On April 14, 2015, the 2nd Division of the IP High Court rendered a decision as to whether a famous high chair for children named “TRIPP TRAPP” is protected under the Japanese Copyright Law.
This decision set a new standard as to the copyrightability of applied arts. Up to this decision, Japanese courts have required a high hurdle for applied arts to be protected as copyrightable works. In other words, in order to be protected as copyrightable works, applied arts must have an aesthetic feature equivalent to fine arts or works of artistic craftsmanship.
On the contrary, this IP High Court decision relaxed the requirement to be protected as copyrightable works. In other words, this decision did not require an aesthetic feature equivalent to fine arts or works of artistic craftsmanship in order for applied arts to be protected as copyrightable works.
Following is the gist of the decision.
1. First, because the plaintiff’s product named “TRIPP TRAPP” (plaintiff’s chair) is a chair for children and is mainly put to practical use, it is obvious that plaintiff’s chair does not constitute “works of artistic craftsmanship” which is protected as “an artistic work” under Copyright Law.
2. Second, under the Copyright Law, there is no express provision regarding applied arts which are put to practical use or are intended for industrial use. However, it is unreasonable that applied arts are not protected as copyrightable works only because it is put to practical use or is intended for industrial use. Thus, it should be construed that applied arts which do not constitute “a work of artistic craftsmanship” are protected as “an artistic work” under the Copyright Law when applied arts fulfill the requirement of “work” defined under the Article 2(1)(i) of the Copyright Law. It is not appropriate that high creativity such as “aesthetic feature” is always required for applied arts to be protected. Each applied arts should be judged individually and separately whether they show author’s creativity. Furthermore, standard of “aesthetic feature” is not clear because the definition of “aesthetic feature” depends on subjective evaluation and it is difficult to form a common recognition of “aesthetic feature”.

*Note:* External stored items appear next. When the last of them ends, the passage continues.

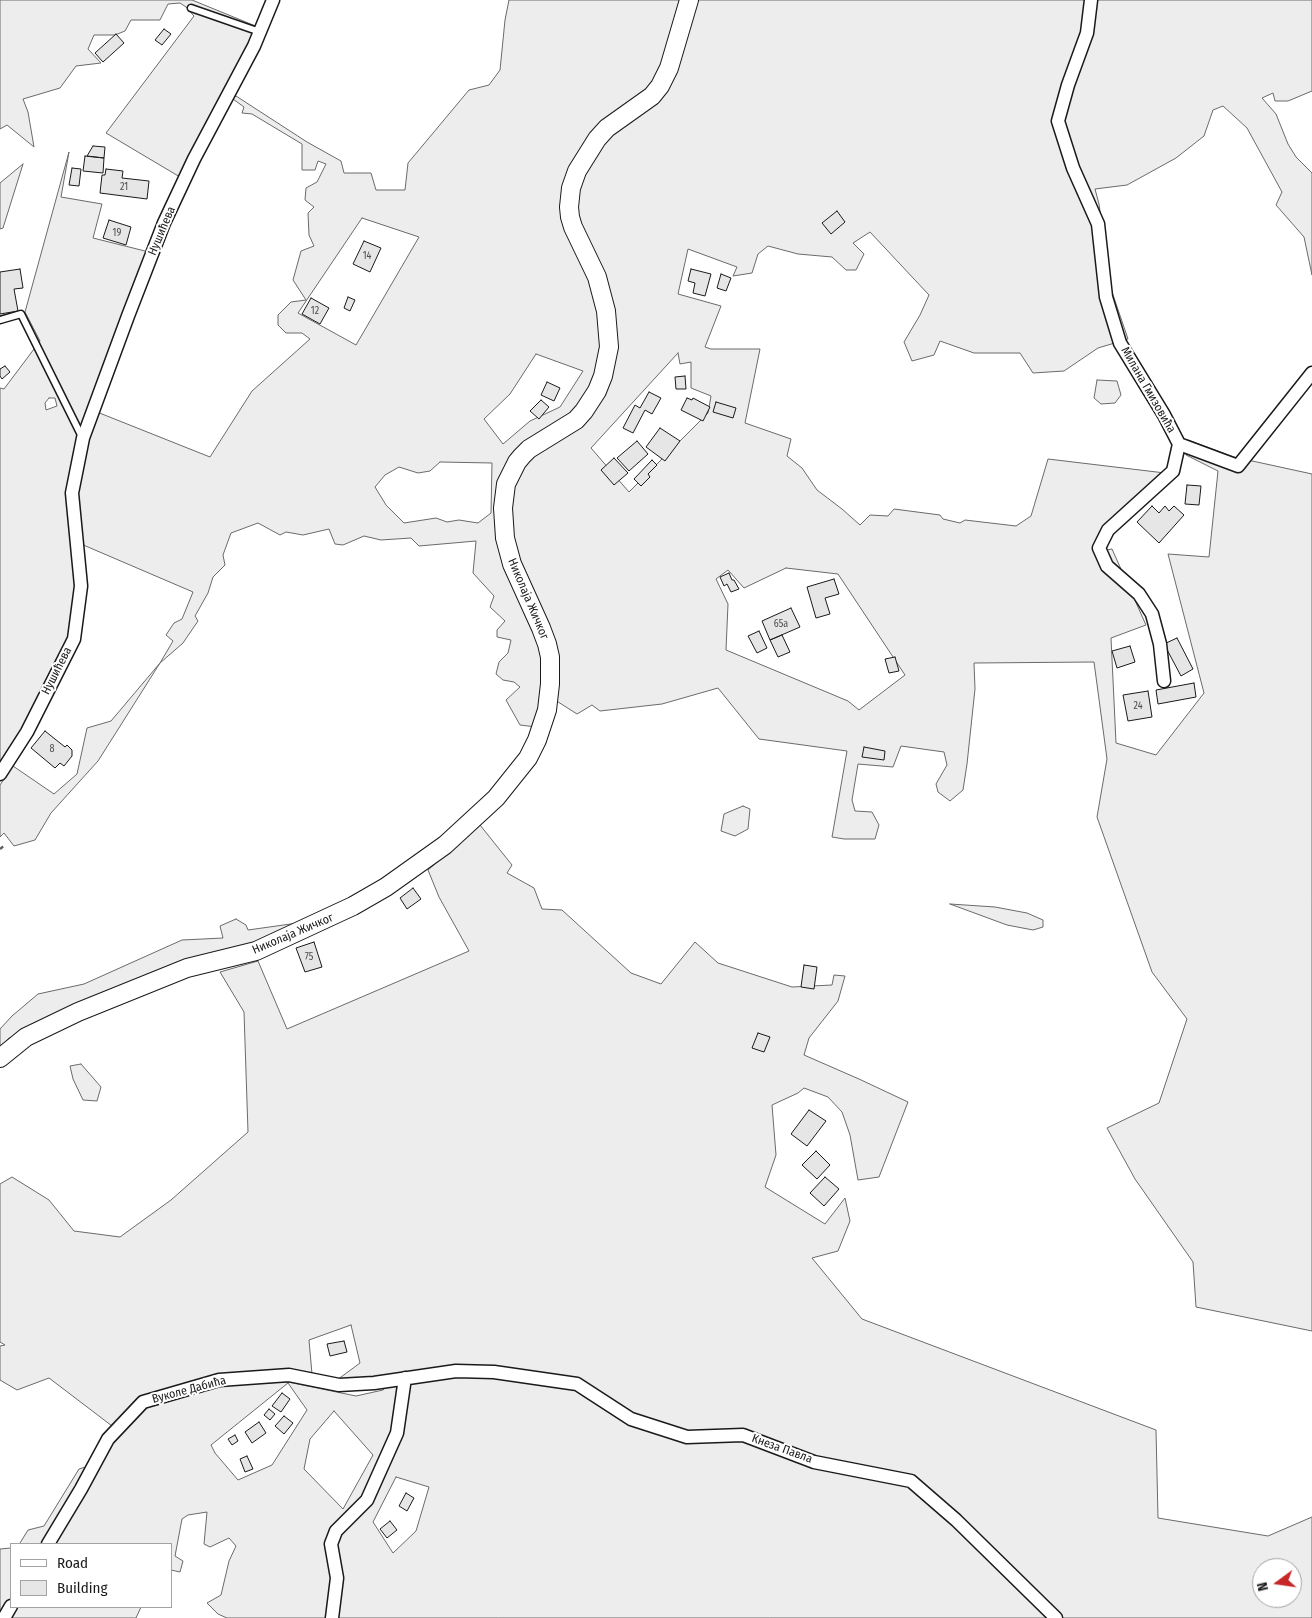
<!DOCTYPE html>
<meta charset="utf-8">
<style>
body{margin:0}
#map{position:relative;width:1312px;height:1618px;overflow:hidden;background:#fff;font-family:"Fira Sans Condensed",sans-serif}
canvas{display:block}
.legend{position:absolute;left:10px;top:1543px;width:162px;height:65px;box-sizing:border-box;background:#fff;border:1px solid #a3a3a3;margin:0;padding:6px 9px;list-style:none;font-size:15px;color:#1a1a1a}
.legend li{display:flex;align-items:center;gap:10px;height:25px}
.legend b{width:25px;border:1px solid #a3a3a3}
.north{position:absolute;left:1252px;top:1558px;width:50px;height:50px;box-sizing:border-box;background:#fff;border:1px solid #a3a3a3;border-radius:50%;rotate:256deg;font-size:14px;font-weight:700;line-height:20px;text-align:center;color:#1a1a1a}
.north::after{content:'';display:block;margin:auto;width:18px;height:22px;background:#c62828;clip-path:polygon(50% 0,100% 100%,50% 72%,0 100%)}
</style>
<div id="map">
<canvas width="1312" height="1618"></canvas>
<ul class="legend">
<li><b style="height:6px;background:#fff"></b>Road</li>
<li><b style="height:14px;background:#e6e6e6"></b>Building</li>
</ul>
<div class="north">N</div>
</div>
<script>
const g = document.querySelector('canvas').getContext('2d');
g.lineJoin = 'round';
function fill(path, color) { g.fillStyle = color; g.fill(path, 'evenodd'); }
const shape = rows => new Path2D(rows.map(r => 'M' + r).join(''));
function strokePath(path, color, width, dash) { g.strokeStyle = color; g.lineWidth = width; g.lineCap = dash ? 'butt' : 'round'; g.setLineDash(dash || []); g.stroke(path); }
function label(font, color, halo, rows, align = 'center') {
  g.font = font + ' "Fira Sans Condensed",sans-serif'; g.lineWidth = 4; g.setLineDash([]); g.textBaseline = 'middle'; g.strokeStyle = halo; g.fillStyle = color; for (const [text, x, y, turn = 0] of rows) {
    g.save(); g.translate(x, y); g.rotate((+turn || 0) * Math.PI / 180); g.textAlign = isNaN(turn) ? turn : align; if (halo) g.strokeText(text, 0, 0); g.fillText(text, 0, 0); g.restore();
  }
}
const built = shape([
 [0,0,192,0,258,27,180,177,106,133,194,16,186,7,180,3,168,4,160,20,131,20,125,31,115,35,94,35,88,49,101,63,76,66,60,88,23,99,28,112,34,147,7,125,0,129,0,0],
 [509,0,1312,0,1312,91,1288,101,1275,101,1273,93,1262,98,1276,114,1288,144,1296,157,1312,173,1312,275,1304,237,1276,205,1282,192,1247,128,1223,106,1213,110,1204,136,1176,158,1127,185,1095,189,1099,204,1111,289,1128,339,1098,348,1064,371,1033,373,1020,353,974,353,940,341,934,355,912,361,904,342,920,315,929,295,870,232,853,243,864,254,856,270,846,270,832,257,798,254,768,246,758,254,752,273,733,276,737,267,688,249,678,294,721,306,705,347,711,349,760,349,745,423,791,439,787,456,802,468,817,490,842,509,860,525,870,515,888,516,894,509,940,515,943,519,960,523,965,520,1016,526,1031,516,1048,459,1165,473,1111,535,1106,550,1112,549,1146,625,1111,638,1116,743,1156,755,1204,693,1168,554,1209,557,1218,471,1186,455,1188,440,1234,457,1312,474,1312,1331,1196,1307,1193,1262,1135,1179,1107,1128,1159,1103,1187,1019,1152,972,1097,817,1107,759,1094,662,974,663,975,689,967,764,963,790,950,801,938,792,936,784,947,765,944,752,901,746,893,767,858,764,852,800,855,811,872,812,879,825,875,839,844,839,832,837,847,751,759,739,718,688,662,704,600,711,592,705,577,714,555,700,559,663,556,644,546,620,523,578,506,513,521,462,590,415,597,379,563,424,528,441,495,509,496,532,503,563,539,637,545,665,536,727,520,725,506,700,520,687,514,682,503,680,496,674,499,662,508,653,511,640,497,637,497,630,505,621,490,607,494,596,473,573,476,541,419,546,411,538,381,540,364,536,343,545,335,544,329,529,303,535,286,532,280,535,258,523,231,533,223,555,225,565,213,577,208,593,195,616,198,621,183,643,160,663,98,761,51,813,35,840,14,846,4,833,0,837,0,785,12,767,0,773,0,388,4,389,40,341,25,312,69,152,61,197,102,204,93,238,149,252,97,412,210,457,252,391,310,339,302,333,286,333,278,325,278,315,291,302,306,300,293,280,301,251,314,246,309,235,308,213,314,207,305,200,306,188,317,182,326,164,318,161,315,170,302,170,302,144,252,114,242,113,244,107,233,99,236,96,307,142,341,161,344,173,371,173,376,190,405,190,408,163,469,90,489,85,500,70,505,20,509,0],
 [362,218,419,237,356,345,298,313,362,218],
 [678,353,680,364,691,362,691,388,711,396,708,413,629,492,591,448,678,353],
 [536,354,583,371,560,407,530,421,503,444,484,419,510,394,536,354],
 [49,398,55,398,57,406,46,410,45,403,49,398],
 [440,462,492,463,491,513,478,523,459,520,447,522,436,518,404,523,386,505,375,487,385,475,399,467,418,473,430,471,440,462],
 [81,544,193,592,182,619,174,623,166,635,173,641,160,663,111,721,87,728,77,774,54,794,13,766,53,692,78,640,81,544],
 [786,568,838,574,905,675,859,710,848,701,726,650,728,604,716,579,728,570,744,588,786,568],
 [23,164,3,228,0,229,0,183,23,164],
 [1097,380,1117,381,1121,395,1115,403,1101,404,1094,398,1097,380],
 [743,806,750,809,748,829,735,836,721,831,724,814,743,806],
 [480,825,512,865,507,873,534,888,542,909,562,910,631,973,661,984,695,942,718,963,792,987,832,985,834,975,845,976,838,1001,809,1038,804,1055,859,1079,908,1102,879,1177,858,1180,850,1135,842,1112,828,1097,804,1088,798,1093,772,1105,776,1155,765,1187,825,1224,845,1198,850,1221,838,1251,812,1258,862,1319,1156,1430,1158,1518,1268,1536,1312,1517,1312,1618,227,1618,218,1614,207,1603,221,1595,229,1561,236,1546,229,1538,210,1547,204,1544,207,1512,188,1515,182,1519,175,1556,183,1561,180,1572,171,1570,171,1544,21,1544,20,1543,28,1530,44,1526,79,1469,89,1466,116,1429,49,1378,17,1390,0,1380,0,1346,5,1345,0,1342,0,1184,12,1177,49,1200,74,1231,120,1237,171,1200,248,1132,244,1012,220,972,258,961,287,1029,469,951,439,897,428,870,480,825],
 [351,1325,360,1363,337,1380,386,1387,383,1390,356,1396,288,1382,239,1384,312,1374,309,1340,351,1325],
 [288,1383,307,1410,272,1465,238,1480,215,1453,211,1445,288,1383],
 [334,1411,373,1455,343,1509,304,1469,310,1439,334,1411],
 [396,1477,429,1487,416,1531,393,1553,373,1522,396,1477],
 [1262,1568,1292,1568,1292,1598,1262,1598,1262,1568],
 [950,904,995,907,1027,913,1043,920,1043,927,1033,930,1007,925,950,904],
 [236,919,246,925,248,930,305,922,47,1031,9,1038,0,1048,0,1029,12,1016,38,994,84,984,182,940,223,938,220,926,236,919],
 [81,1064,101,1087,97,1101,83,1100,73,1079,70,1066,81,1064],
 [11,1548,11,1607,141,1607,136,1618,0,1618,0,1549,11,1548]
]);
fill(built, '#ededed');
strokePath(built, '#6a6a6a', 1);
const building = shape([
 [164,29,171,34,162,45,155,40,164,29],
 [116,34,124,43,103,62,95,53,116,34],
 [93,146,105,147,104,158,87,156,93,146],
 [85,156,104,158,103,173,83,171,85,156],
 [72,168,81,169,79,186,69,185,72,168],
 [106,169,123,171,122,178,149,181,147,199,100,193,102,175,105,175,106,169],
 [837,211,845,222,831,234,822,223,837,211],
 [109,220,131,227,126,245,103,238,109,220],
 [364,241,381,248,370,272,353,264,364,241],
 [20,269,23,288,14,289,18,311,0,314,0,272,20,269],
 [691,269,711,274,705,296,693,293,695,283,688,281,691,269],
 [721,274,731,278,726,291,717,288,721,274],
 [348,297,355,300,350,311,344,308,348,297],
 [311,298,329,308,320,324,302,314,311,298],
 [5,366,10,372,2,379,0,376,0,369,5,366],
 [685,376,686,389,676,389,675,377,685,376],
 [547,382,560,388,554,401,541,395,547,382],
 [649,392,661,398,652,414,645,410,633,433,623,428,635,405,640,408,649,392],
 [687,398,692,400,693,398,710,407,703,421,681,410,687,398],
 [541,400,549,407,539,419,530,411,541,400],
 [716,402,736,408,733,418,713,412,716,402],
 [660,428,680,441,665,461,646,447,660,428],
 [637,441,648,454,629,471,617,458,637,441],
 [614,458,628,473,614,485,601,470,614,458],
 [652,460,657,465,648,474,650,477,641,486,634,479,652,460],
 [1187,485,1201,486,1199,505,1185,504,1187,485],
 [1152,506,1159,513,1165,506,1169,511,1174,506,1184,515,1159,543,1137,522,1152,506],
 [729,573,732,580,734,580,739,589,731,592,727,584,724,586,720,577,729,573],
 [834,579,839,594,825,598,830,614,816,618,807,587,834,579],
 [791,608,800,627,770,640,762,621,791,608],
 [759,631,767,648,757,653,748,636,759,631],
 [782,635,790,652,778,657,770,640,782,635],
 [1177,638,1193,669,1181,676,1164,644,1177,638],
 [1130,646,1135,662,1117,668,1112,651,1130,646],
 [895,657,899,671,889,673,885,659,895,657],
 [1194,683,1196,697,1158,704,1156,690,1194,683],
 [1148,691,1152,717,1128,721,1123,695,1148,691],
 [45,731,65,747,67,745,72,750,72,756,64,766,60,763,55,768,31,748,45,731],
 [864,747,885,751,884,760,862,757,864,747],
 [413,888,421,899,407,909,400,898,413,888],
 [314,942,322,967,305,972,296,948,314,942],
 [804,965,817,967,814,989,801,987,804,965],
 [758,1033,770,1037,764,1052,752,1048,758,1033],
 [809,1110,826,1121,807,1146,791,1134,809,1110],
 [816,1151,830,1165,817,1179,802,1165,816,1151],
 [825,1177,839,1189,824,1206,810,1193,825,1177],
 [344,1341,347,1352,330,1356,327,1344,344,1341],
 [282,1393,290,1399,281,1412,272,1406,282,1393],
 [269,1409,275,1414,270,1420,264,1415,269,1409],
 [284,1416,293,1423,284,1434,275,1426,284,1416],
 [259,1422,266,1433,252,1443,245,1432,259,1422],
 [235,1435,238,1441,232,1445,228,1439,235,1435],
 [247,1456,253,1469,245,1472,240,1459,247,1456],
 [406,1493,414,1498,407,1511,399,1506,406,1493],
 [390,1521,397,1530,387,1538,380,1529,390,1521]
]);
fill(building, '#e6e6e6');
strokePath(building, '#1a1a1a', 1);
const lane = shape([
 [191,8,260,32],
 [0,320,21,314,82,437]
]);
const street = shape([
 [1091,0,1087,33,1068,85,1058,121,1073,168,1098,224,1106,297,1120,343,1164,415,1179,444,1173,471,1108,530,1099,548,1107,566,1139,594,1152,614,1160,644,1164,681],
 [1179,444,1238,466,1312,373],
 [0,774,27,732,74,639,81,586,72,493,83,438,128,316,164,223,194,159,254,46,273,0],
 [48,1544,81,1489,108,1439,143,1402,219,1380,289,1375,339,1385,374,1383,456,1371,494,1372,577,1384,631,1419,687,1437,743,1435,814,1462,911,1481,956,1520,1056,1618],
 [4,1618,11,1606],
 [332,1618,337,1578,331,1544,336,1531,367,1500,397,1433,405,1378]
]);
const secondary = shape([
 [0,1058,26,1037,78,1012,187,968,256,951,353,906,386,887,445,845,496,798,528,758,537,740,547,710,550,684,550,657,547,644,541,628,512,564,505,538,503,508,506,484,517,462,522,456,529,449,576,420,584,411,597,391,603,376,609,347,606,311,597,277,573,227,570,217,569,207,571,188,577,171,597,139,607,128,652,96,660,86,669,68,689,0]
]);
strokePath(lane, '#1a1a1a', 9);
strokePath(street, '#1a1a1a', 15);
strokePath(secondary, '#1a1a1a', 20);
strokePath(shape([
 [0,849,5,845]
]), '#5f5f5f', 2.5, [4, 2.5]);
strokePath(lane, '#fff', 6);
strokePath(street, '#fff', 12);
strokePath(secondary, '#fff', 18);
label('10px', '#4d4d4d', null, [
 ["21",124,187],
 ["19",117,233],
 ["14",367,256],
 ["12",315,311],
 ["65a",781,624],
 ["24",1138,706],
 ["8",52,749],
 ["75",309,957]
]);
label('12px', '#1a1a1a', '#fff', [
 ["Нушићева",162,231,-67],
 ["Милана Гмизовића",1148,390,60],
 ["Николаја Жичког",528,599,67],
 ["Нушићева",57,671,-63],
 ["Николаја Жичког",293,934,-23],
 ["Вуколе Дабића",189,1390,-15],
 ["Кнеза Павла",782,1449,20]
]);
</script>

3. Some parts of plaintiff’s chair show author’s individuality and thus should be recognized as creative expression. Therefore, these parts of plaintiff’s chair constitute “an artistic work” and protected under the Copyright Law.
4. However, it is not recognized that in Katoji’s chair (defendant’s chair) there are any parts similar to those of plaintiff’s chair which are recognized as a creative expression and protected as “an artistic work”. Thus, defendant’s chair does not infringe plaintiff’s copyright.
As explained above, this IP High Court decision denied an infringement of the plaintiff’s copyright in conclusion because the scope of the protection as “an artistic work” recognized in the plaintiffs chair by the court was not so broad. However, this decision which mentions that applied arts can be copyrightable if they show creativity and it is not necessary to show high creativity may affect our practices much.
For example, this decision has a great influence on a maker and/or an importer of so-called generic furniture in Japan. Up to this IP High Court decision, it is thought that the design of famous furniture is protected only by the design right under the Design Law, which means that generic furniture maker/importer can freely make and/or import generic furniture after an expiration of the design right (20 years after the registration). However, it is now possible that generic furniture infringes the copyright of famous furniture even after an expiration of the design right. Although the scope of the copyright protection seems to be not so broad, it should be noted that characteristic design of famous furniture could be protected as “an artistic work” and generic furniture could infringe the copyright of the famous furniture (especially when the design of the generic furniture is a dead copy of the famous furniture).
On the other hand, on August 28, 2014, in the Forever 21 Appeal Case, the 3rd Division of the IP High Court also rendered a decision denying the copyrightability as applied arts of a fashion show, namely, [i] the makeup and hairstyling applied to each model; [ii] the selection of clothes to be put on and the mutual coordinates thereof; [iii] the selection of accessories to be worn and the mutual coordinates thereof; and [iv] the coordinates of the makeup and hairstyling, clothes and accessories, by citing the Supreme Court decision (1998 (Ju) 332) on September 7, 2000 as to the copyrightability of printing fonts and requiring a high hurdle for applied arts to be protected as copyrightable works.
Under such circumstances, each scope of and the relationship between the IP High Court decisions in the TRIPP TRAPP Appeal Case and the Forever 21 Appeal Case on the copyrightability of applied arts are unclear.